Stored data
########################################
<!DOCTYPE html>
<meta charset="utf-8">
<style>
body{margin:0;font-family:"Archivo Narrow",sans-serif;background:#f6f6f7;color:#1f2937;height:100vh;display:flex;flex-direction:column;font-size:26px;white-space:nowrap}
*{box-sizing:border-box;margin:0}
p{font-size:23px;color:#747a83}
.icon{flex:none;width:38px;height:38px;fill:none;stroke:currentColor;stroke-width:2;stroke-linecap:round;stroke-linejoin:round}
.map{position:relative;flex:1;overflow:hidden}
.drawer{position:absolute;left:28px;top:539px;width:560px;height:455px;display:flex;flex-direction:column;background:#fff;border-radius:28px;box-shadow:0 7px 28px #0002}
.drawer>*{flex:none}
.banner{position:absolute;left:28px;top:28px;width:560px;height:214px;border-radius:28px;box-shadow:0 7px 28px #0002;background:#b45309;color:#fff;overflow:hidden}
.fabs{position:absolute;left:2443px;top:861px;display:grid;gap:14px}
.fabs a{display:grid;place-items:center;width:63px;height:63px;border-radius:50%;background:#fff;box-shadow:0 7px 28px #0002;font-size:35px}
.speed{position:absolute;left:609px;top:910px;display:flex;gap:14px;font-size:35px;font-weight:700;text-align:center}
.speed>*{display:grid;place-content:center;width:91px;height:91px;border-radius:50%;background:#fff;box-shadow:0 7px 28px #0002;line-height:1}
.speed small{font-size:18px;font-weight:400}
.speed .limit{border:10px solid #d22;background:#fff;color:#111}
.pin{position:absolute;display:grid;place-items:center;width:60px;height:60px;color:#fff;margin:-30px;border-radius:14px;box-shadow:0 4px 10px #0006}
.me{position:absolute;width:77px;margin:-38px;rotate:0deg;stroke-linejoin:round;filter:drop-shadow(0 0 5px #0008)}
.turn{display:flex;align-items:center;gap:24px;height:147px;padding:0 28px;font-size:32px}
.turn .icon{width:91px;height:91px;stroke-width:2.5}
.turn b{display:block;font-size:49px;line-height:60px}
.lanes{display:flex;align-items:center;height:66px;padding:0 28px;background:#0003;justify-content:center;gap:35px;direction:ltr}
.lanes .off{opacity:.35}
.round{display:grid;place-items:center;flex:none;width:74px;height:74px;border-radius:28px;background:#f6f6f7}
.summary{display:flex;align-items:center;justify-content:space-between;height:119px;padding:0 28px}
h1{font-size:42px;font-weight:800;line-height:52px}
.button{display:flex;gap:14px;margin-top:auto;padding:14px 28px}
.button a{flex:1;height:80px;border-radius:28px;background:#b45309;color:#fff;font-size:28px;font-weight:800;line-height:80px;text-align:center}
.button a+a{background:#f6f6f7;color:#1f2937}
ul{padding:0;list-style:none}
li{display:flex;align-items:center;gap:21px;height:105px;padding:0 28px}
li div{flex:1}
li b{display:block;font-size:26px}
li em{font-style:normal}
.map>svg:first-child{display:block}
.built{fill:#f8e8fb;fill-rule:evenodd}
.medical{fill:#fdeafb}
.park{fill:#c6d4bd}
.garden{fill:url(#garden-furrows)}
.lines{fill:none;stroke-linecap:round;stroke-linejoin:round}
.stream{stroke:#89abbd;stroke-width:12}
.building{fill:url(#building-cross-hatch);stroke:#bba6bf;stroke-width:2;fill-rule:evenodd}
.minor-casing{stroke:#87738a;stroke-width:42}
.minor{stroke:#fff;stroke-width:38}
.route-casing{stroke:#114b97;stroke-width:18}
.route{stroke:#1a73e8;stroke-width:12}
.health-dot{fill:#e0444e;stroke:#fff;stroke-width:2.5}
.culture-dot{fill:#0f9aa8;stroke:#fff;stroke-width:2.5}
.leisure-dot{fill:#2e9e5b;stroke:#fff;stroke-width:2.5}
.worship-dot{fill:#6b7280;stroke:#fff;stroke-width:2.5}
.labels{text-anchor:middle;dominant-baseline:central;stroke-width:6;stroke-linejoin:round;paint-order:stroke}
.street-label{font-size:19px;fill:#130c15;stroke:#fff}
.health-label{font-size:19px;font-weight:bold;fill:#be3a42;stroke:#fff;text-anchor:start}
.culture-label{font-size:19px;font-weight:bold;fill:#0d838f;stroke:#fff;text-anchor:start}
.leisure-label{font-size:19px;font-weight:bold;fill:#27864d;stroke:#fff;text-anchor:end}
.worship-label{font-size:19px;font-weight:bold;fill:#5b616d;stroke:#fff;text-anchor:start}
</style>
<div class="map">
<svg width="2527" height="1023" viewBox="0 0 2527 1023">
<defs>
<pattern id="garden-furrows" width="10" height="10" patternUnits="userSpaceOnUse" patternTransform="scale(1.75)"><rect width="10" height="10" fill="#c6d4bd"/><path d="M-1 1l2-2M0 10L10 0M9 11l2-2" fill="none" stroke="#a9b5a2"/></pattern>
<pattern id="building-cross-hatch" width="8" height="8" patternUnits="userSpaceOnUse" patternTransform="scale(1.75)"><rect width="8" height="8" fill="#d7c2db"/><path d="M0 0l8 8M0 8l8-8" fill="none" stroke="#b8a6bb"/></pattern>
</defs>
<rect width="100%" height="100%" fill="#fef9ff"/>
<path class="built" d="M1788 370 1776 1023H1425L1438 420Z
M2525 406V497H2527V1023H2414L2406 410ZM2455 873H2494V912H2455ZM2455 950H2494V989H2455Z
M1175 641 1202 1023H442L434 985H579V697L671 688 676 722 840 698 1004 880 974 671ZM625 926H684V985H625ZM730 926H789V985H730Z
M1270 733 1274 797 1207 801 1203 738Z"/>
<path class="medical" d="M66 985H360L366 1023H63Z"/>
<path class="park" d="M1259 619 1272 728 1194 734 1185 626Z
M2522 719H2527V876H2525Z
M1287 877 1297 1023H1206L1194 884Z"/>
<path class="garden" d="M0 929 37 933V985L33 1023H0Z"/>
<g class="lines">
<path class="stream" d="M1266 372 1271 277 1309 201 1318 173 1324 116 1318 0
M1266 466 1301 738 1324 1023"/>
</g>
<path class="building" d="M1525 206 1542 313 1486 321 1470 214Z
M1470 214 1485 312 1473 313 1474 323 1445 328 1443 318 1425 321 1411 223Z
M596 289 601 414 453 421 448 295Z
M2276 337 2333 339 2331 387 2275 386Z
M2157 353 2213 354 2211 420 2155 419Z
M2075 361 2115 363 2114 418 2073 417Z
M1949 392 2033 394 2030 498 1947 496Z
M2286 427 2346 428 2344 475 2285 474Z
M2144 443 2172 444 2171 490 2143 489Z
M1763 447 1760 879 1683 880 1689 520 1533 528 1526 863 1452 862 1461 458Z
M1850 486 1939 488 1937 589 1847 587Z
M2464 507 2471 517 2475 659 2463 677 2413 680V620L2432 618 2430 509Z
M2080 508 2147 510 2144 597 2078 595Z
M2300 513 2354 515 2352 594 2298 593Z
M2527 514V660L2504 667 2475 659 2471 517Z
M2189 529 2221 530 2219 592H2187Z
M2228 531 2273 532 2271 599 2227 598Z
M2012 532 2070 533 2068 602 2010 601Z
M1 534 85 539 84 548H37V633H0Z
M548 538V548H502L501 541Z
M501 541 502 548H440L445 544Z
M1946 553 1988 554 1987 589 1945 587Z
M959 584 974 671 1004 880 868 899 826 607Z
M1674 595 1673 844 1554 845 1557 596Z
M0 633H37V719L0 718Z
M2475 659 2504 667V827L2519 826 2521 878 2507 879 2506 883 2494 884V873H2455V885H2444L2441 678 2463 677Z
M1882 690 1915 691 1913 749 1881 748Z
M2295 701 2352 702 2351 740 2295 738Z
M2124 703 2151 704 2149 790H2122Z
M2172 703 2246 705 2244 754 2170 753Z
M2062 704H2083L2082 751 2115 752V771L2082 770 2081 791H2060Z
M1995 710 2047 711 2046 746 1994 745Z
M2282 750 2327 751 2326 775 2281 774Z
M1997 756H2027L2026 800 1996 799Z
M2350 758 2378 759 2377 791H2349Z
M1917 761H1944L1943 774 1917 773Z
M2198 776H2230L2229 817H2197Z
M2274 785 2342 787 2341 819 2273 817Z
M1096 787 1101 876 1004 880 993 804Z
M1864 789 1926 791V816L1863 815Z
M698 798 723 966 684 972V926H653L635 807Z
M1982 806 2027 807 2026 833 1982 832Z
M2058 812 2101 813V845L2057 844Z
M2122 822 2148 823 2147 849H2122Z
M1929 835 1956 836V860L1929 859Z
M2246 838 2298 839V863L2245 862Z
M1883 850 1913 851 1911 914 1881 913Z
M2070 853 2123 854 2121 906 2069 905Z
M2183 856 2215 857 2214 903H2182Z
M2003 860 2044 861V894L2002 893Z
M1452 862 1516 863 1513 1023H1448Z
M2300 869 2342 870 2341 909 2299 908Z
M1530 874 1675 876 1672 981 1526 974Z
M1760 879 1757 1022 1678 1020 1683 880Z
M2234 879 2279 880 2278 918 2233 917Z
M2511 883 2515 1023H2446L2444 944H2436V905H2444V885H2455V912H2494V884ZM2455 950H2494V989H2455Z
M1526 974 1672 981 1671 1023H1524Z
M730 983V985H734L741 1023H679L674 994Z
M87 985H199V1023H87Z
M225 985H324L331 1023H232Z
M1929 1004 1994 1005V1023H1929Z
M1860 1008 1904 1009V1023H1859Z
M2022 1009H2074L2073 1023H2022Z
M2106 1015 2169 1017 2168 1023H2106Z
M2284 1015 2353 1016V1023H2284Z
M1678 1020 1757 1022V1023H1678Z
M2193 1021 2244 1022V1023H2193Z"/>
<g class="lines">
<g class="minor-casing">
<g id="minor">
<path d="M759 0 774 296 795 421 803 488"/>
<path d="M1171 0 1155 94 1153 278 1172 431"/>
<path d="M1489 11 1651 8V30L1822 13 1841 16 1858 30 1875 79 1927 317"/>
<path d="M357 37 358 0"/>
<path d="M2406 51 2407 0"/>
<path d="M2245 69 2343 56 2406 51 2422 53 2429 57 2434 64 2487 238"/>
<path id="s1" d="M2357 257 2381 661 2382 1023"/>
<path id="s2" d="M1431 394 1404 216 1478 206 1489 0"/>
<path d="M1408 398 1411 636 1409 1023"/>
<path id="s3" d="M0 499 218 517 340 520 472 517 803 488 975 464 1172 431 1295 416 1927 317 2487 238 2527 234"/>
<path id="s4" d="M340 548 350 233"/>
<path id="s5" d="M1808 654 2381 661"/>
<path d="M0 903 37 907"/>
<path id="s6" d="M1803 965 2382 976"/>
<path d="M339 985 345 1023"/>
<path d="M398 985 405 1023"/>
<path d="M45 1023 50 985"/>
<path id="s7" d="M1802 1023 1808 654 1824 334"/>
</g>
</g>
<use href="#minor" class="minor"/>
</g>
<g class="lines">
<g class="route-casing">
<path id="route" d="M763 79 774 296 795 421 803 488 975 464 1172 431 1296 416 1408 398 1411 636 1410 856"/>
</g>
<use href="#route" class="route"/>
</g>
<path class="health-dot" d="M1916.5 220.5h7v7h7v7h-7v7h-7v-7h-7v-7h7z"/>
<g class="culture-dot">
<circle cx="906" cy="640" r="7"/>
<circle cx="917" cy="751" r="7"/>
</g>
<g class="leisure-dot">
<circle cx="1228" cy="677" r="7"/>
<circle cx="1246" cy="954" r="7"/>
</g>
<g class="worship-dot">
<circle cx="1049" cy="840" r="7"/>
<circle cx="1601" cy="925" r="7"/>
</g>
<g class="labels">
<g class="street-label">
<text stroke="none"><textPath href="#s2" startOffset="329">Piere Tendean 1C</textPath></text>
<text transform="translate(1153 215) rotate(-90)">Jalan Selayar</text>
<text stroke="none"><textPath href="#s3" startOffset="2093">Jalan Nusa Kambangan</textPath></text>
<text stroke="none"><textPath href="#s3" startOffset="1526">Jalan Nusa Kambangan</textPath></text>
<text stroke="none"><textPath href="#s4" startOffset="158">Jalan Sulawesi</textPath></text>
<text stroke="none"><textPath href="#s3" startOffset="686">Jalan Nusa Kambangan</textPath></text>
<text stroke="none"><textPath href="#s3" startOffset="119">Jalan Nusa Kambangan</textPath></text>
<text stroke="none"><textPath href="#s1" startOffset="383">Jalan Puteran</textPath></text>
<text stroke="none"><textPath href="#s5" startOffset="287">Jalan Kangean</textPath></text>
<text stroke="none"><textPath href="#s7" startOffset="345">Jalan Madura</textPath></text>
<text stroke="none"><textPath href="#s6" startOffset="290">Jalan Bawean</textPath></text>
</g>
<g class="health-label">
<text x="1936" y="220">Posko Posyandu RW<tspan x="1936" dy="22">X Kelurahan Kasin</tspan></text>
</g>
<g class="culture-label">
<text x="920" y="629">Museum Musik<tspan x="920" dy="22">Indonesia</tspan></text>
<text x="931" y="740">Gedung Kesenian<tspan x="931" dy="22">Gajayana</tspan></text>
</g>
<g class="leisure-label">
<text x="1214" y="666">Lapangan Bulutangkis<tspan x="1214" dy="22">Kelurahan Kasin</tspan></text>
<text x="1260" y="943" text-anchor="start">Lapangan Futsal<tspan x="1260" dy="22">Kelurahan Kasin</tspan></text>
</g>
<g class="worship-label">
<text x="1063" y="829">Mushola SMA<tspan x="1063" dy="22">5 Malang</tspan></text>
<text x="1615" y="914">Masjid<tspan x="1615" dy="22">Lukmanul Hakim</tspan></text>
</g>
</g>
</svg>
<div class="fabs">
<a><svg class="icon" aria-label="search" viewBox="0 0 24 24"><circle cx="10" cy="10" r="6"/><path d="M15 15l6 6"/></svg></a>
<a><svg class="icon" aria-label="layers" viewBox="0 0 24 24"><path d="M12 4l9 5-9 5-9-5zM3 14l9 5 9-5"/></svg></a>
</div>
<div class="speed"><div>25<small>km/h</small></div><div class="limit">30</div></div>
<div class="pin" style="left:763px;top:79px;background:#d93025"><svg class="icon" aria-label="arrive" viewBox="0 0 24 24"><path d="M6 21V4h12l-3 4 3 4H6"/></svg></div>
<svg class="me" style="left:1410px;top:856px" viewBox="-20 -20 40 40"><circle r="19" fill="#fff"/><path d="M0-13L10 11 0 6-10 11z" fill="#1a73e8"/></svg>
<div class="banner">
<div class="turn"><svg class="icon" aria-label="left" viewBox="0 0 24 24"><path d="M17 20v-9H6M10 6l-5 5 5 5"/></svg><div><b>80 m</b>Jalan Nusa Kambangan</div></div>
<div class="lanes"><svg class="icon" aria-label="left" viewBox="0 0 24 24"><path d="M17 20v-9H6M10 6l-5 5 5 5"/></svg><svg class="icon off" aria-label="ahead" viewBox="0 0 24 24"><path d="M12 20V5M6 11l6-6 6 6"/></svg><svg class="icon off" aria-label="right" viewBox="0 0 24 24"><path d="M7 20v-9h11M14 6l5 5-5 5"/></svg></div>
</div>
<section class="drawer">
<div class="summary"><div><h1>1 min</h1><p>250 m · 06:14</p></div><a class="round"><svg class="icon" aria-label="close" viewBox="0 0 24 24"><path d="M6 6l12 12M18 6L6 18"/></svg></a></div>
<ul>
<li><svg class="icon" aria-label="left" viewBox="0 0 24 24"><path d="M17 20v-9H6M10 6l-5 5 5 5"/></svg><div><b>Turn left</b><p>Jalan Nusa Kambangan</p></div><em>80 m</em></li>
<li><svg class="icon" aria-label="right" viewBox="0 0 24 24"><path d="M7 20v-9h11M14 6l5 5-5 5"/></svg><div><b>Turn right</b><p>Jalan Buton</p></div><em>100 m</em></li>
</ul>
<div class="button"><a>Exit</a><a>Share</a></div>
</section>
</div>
########################################
Exercise objective: What lines of the preceding data include the string "overflow"? Pull them out.

Answer for this exercise:
.map{position:relative;flex:1;overflow:hidden}
.banner{position:absolute;left:28px;top:28px;width:560px;height:214px;border-radius:28px;box-shadow:0 7px 28px #0002;background:#b45309;color:#fff;overflow:hidden}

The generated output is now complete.